■ The data:

· · · · · · ·

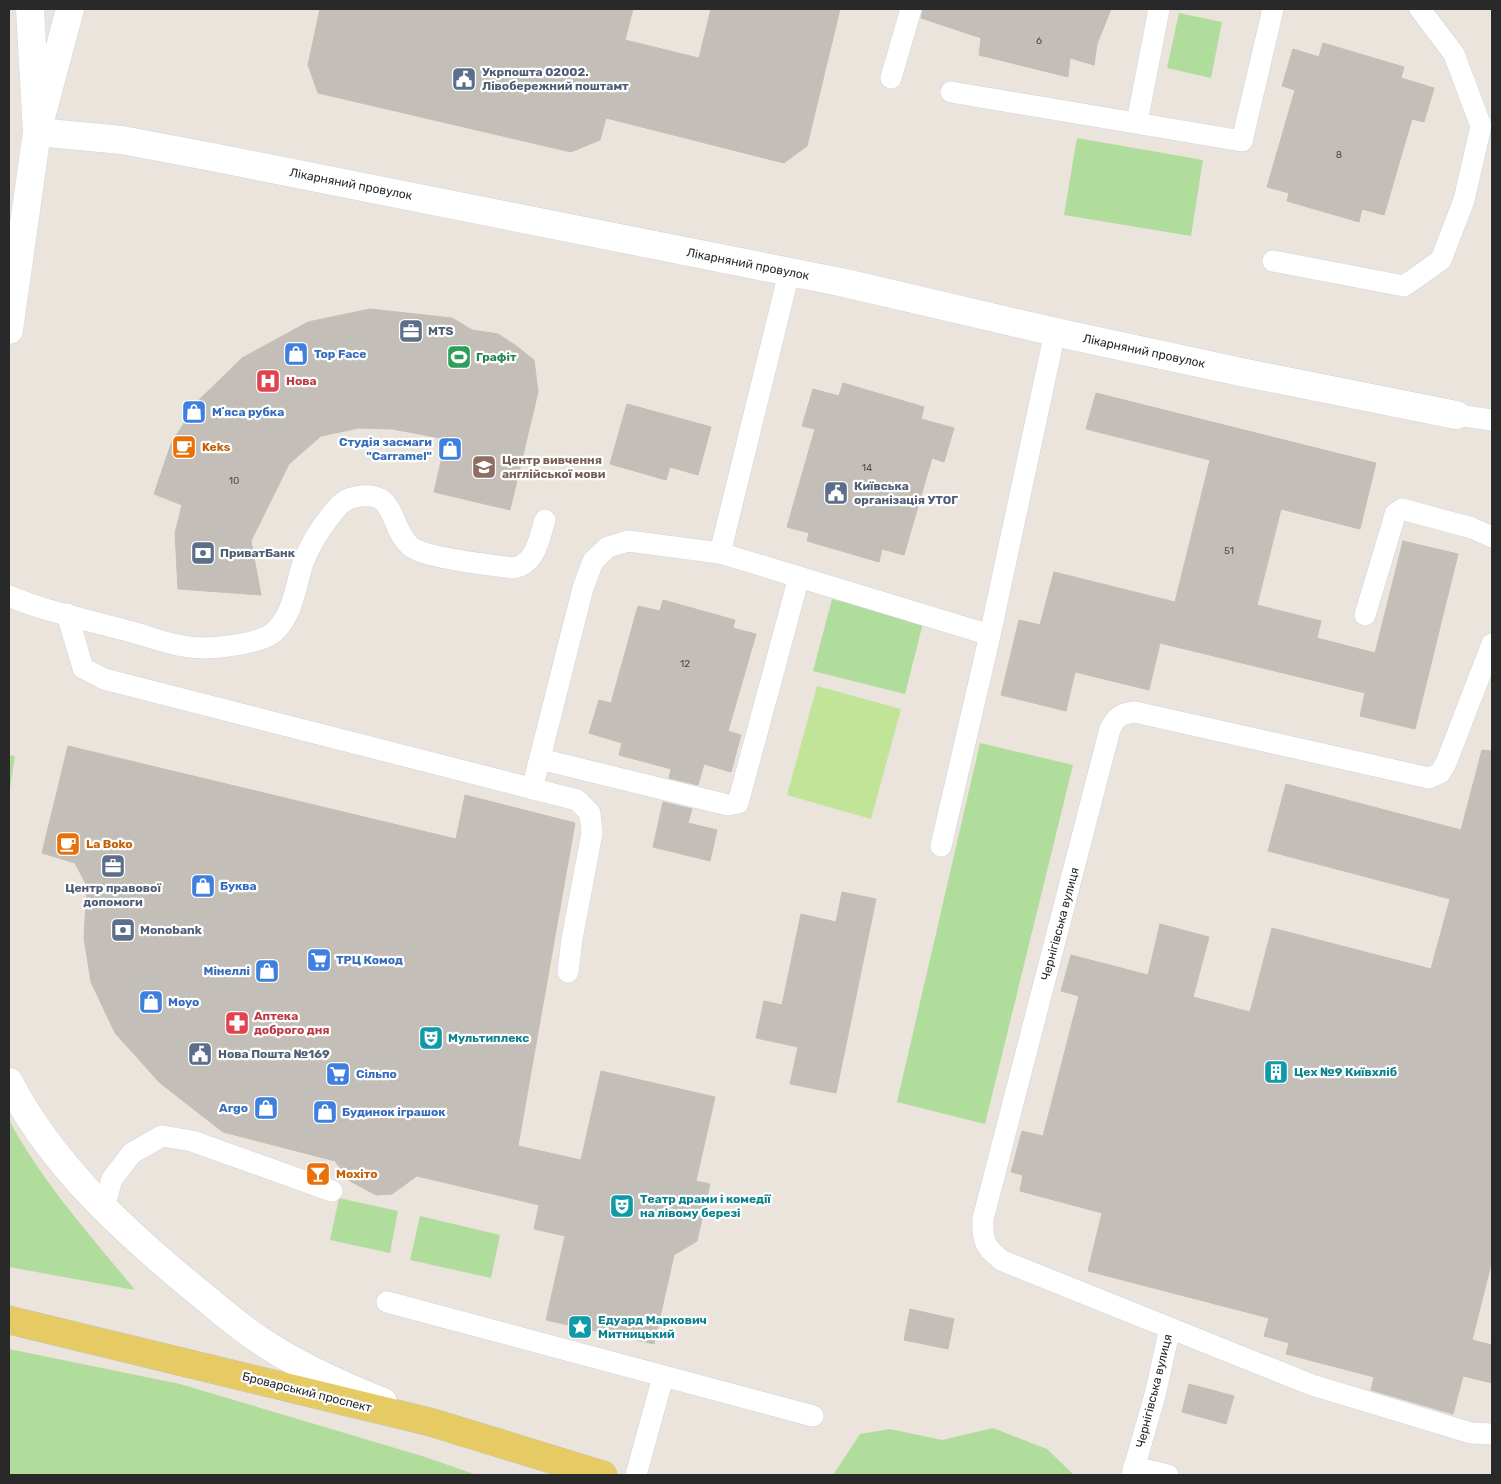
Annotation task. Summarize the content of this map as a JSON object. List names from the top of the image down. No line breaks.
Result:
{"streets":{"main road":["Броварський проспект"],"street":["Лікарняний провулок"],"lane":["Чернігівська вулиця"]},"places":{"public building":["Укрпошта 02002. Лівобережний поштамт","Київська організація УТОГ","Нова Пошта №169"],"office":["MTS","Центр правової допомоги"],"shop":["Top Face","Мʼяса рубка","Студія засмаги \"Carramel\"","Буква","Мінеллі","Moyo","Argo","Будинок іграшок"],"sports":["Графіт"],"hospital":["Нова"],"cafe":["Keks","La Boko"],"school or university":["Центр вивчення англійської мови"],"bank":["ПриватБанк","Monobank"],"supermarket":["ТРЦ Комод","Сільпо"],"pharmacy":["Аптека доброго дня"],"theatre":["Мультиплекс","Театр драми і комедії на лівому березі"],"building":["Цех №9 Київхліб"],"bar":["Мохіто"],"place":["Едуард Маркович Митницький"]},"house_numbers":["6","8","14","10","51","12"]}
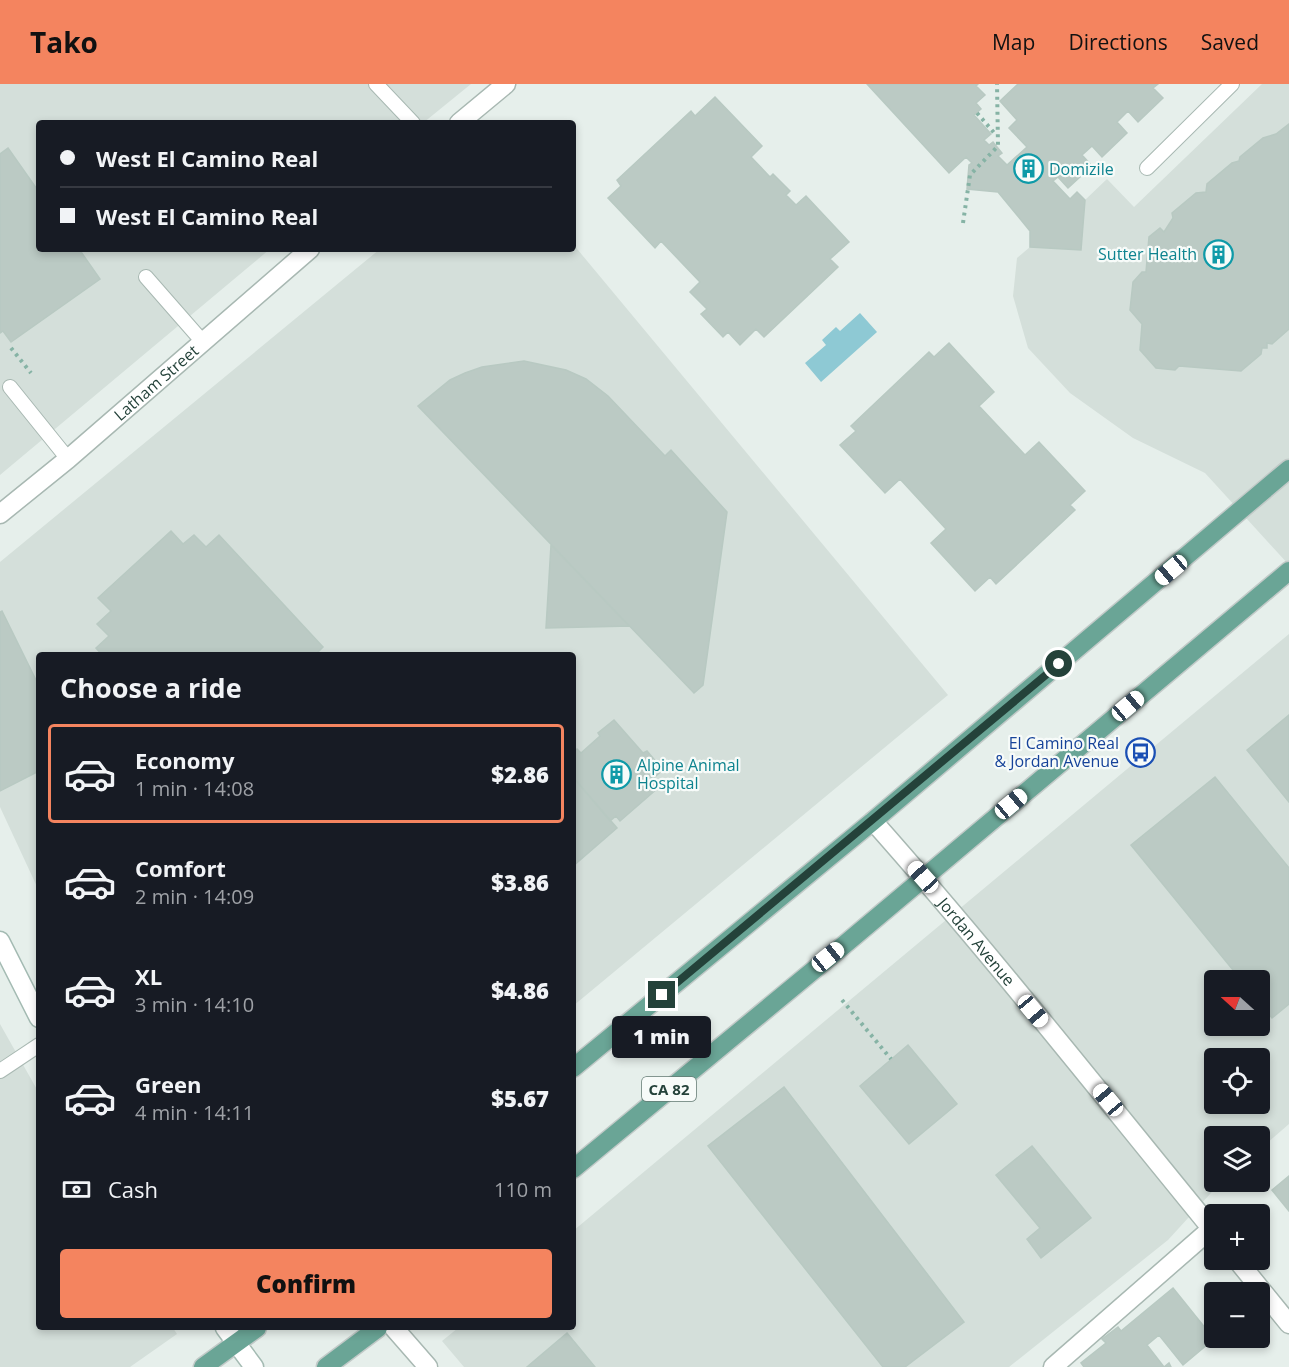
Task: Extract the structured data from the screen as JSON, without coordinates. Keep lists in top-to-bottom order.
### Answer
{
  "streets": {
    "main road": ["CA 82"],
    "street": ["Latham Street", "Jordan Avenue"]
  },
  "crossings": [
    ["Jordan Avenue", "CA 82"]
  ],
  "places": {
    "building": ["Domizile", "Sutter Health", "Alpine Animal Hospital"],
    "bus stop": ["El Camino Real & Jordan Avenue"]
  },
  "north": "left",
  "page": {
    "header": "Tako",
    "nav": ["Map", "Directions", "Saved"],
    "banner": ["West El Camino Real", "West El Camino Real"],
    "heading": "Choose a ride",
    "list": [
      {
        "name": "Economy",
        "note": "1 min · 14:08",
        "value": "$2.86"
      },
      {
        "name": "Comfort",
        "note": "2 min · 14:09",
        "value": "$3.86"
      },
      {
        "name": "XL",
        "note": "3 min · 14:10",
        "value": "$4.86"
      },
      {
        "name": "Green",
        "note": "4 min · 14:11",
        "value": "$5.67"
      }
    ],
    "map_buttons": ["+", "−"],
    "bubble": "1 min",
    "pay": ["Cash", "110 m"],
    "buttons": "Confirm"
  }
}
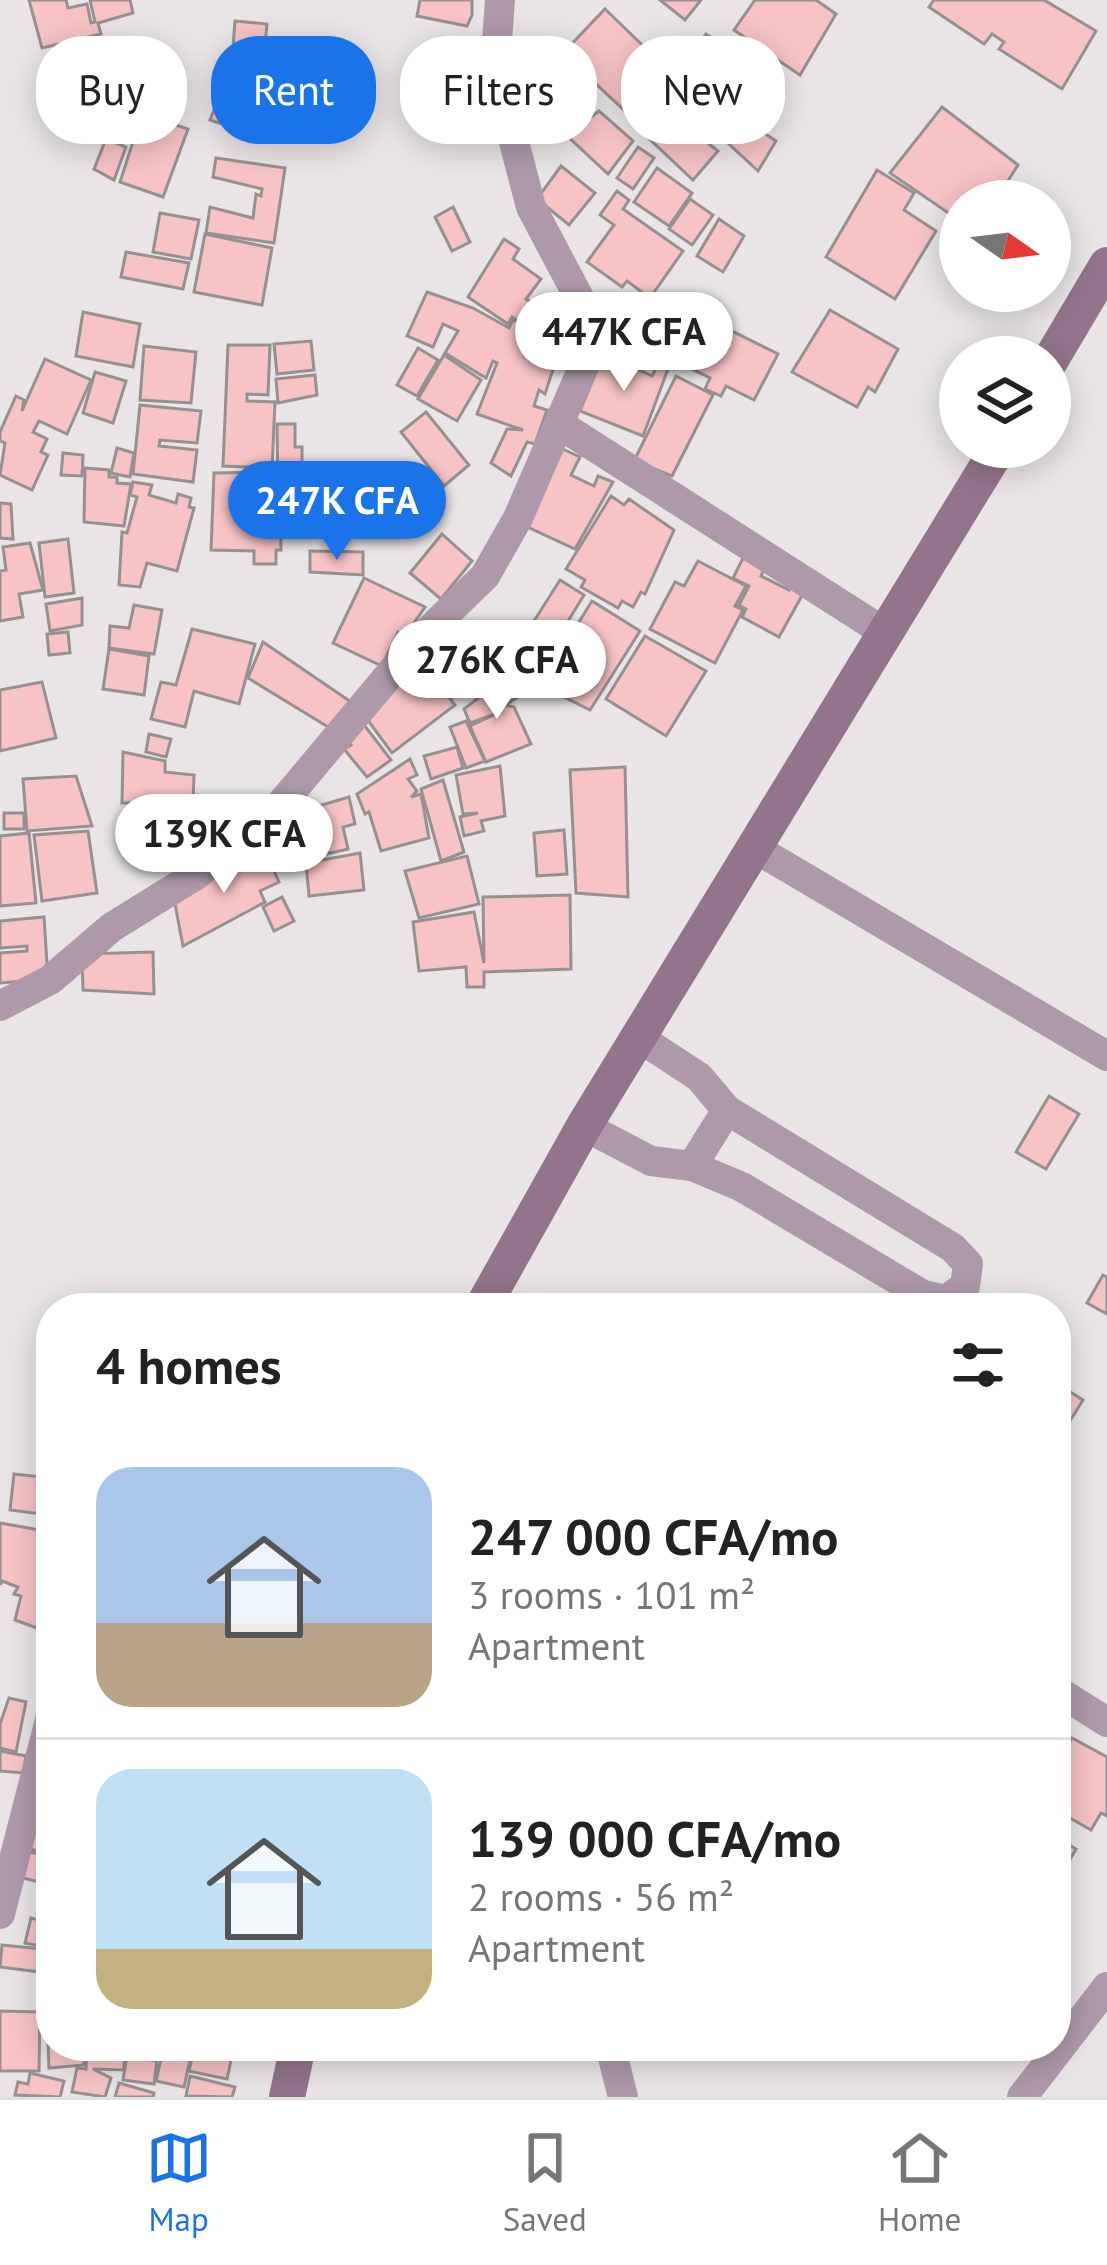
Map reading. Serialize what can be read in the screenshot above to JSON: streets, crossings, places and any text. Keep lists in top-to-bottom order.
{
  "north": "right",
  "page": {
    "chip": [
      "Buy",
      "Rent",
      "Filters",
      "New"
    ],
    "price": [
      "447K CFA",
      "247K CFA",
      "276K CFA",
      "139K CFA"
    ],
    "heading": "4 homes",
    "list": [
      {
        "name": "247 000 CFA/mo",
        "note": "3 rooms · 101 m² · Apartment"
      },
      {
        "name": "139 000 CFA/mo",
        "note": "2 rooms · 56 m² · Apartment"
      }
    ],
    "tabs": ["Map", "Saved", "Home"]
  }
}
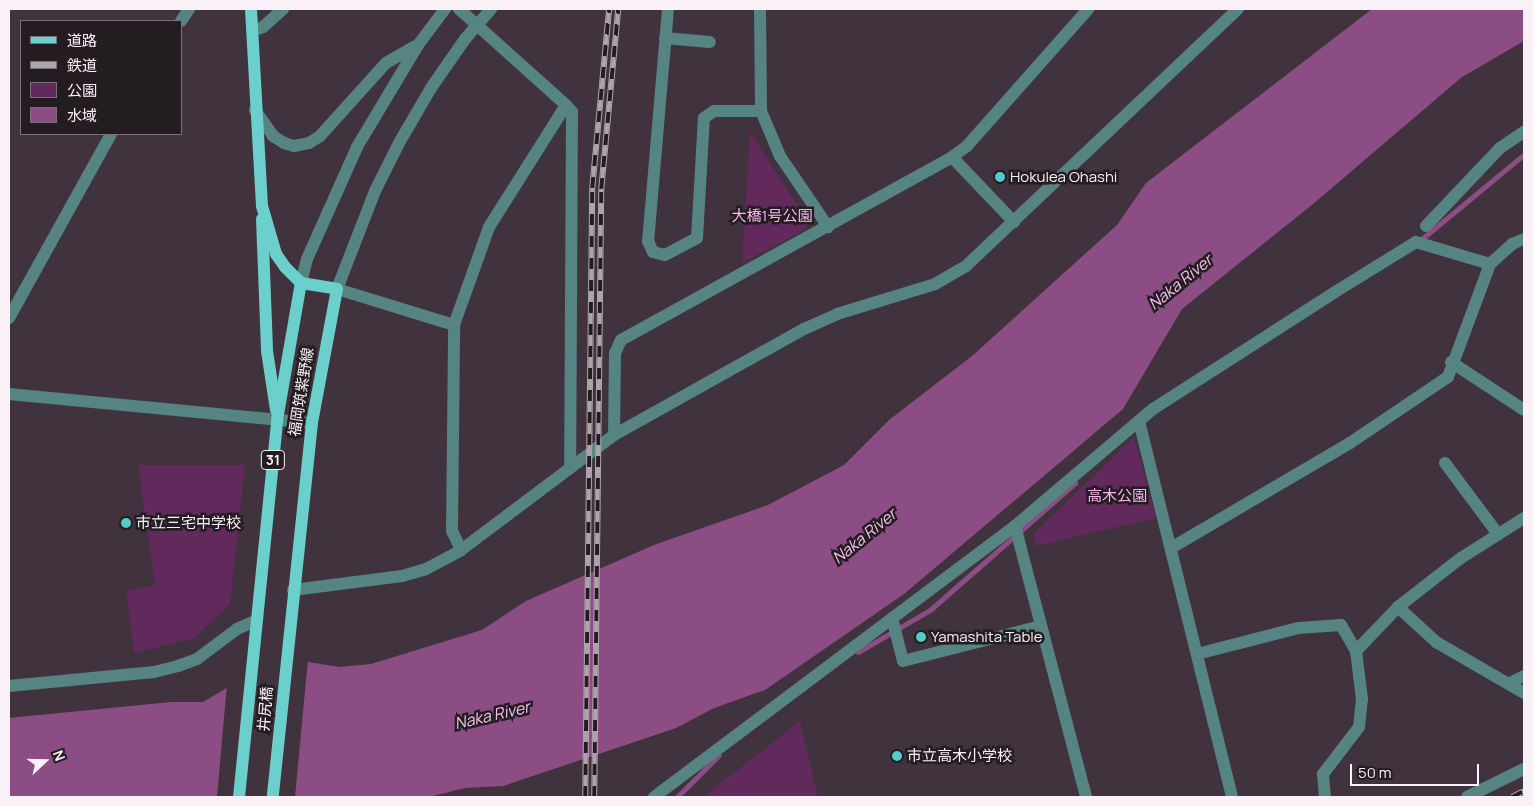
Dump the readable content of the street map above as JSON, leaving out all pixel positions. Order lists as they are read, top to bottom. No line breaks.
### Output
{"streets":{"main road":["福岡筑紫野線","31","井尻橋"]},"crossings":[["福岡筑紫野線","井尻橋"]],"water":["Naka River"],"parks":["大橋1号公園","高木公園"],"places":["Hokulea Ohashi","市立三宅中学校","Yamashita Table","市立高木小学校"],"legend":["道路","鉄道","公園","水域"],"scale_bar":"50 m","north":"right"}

· · · · · · ·

■ Directions: Scan the preceding listing for lines that contain the word "breaks". Give only how many there are.

■ Solution to the problem: 2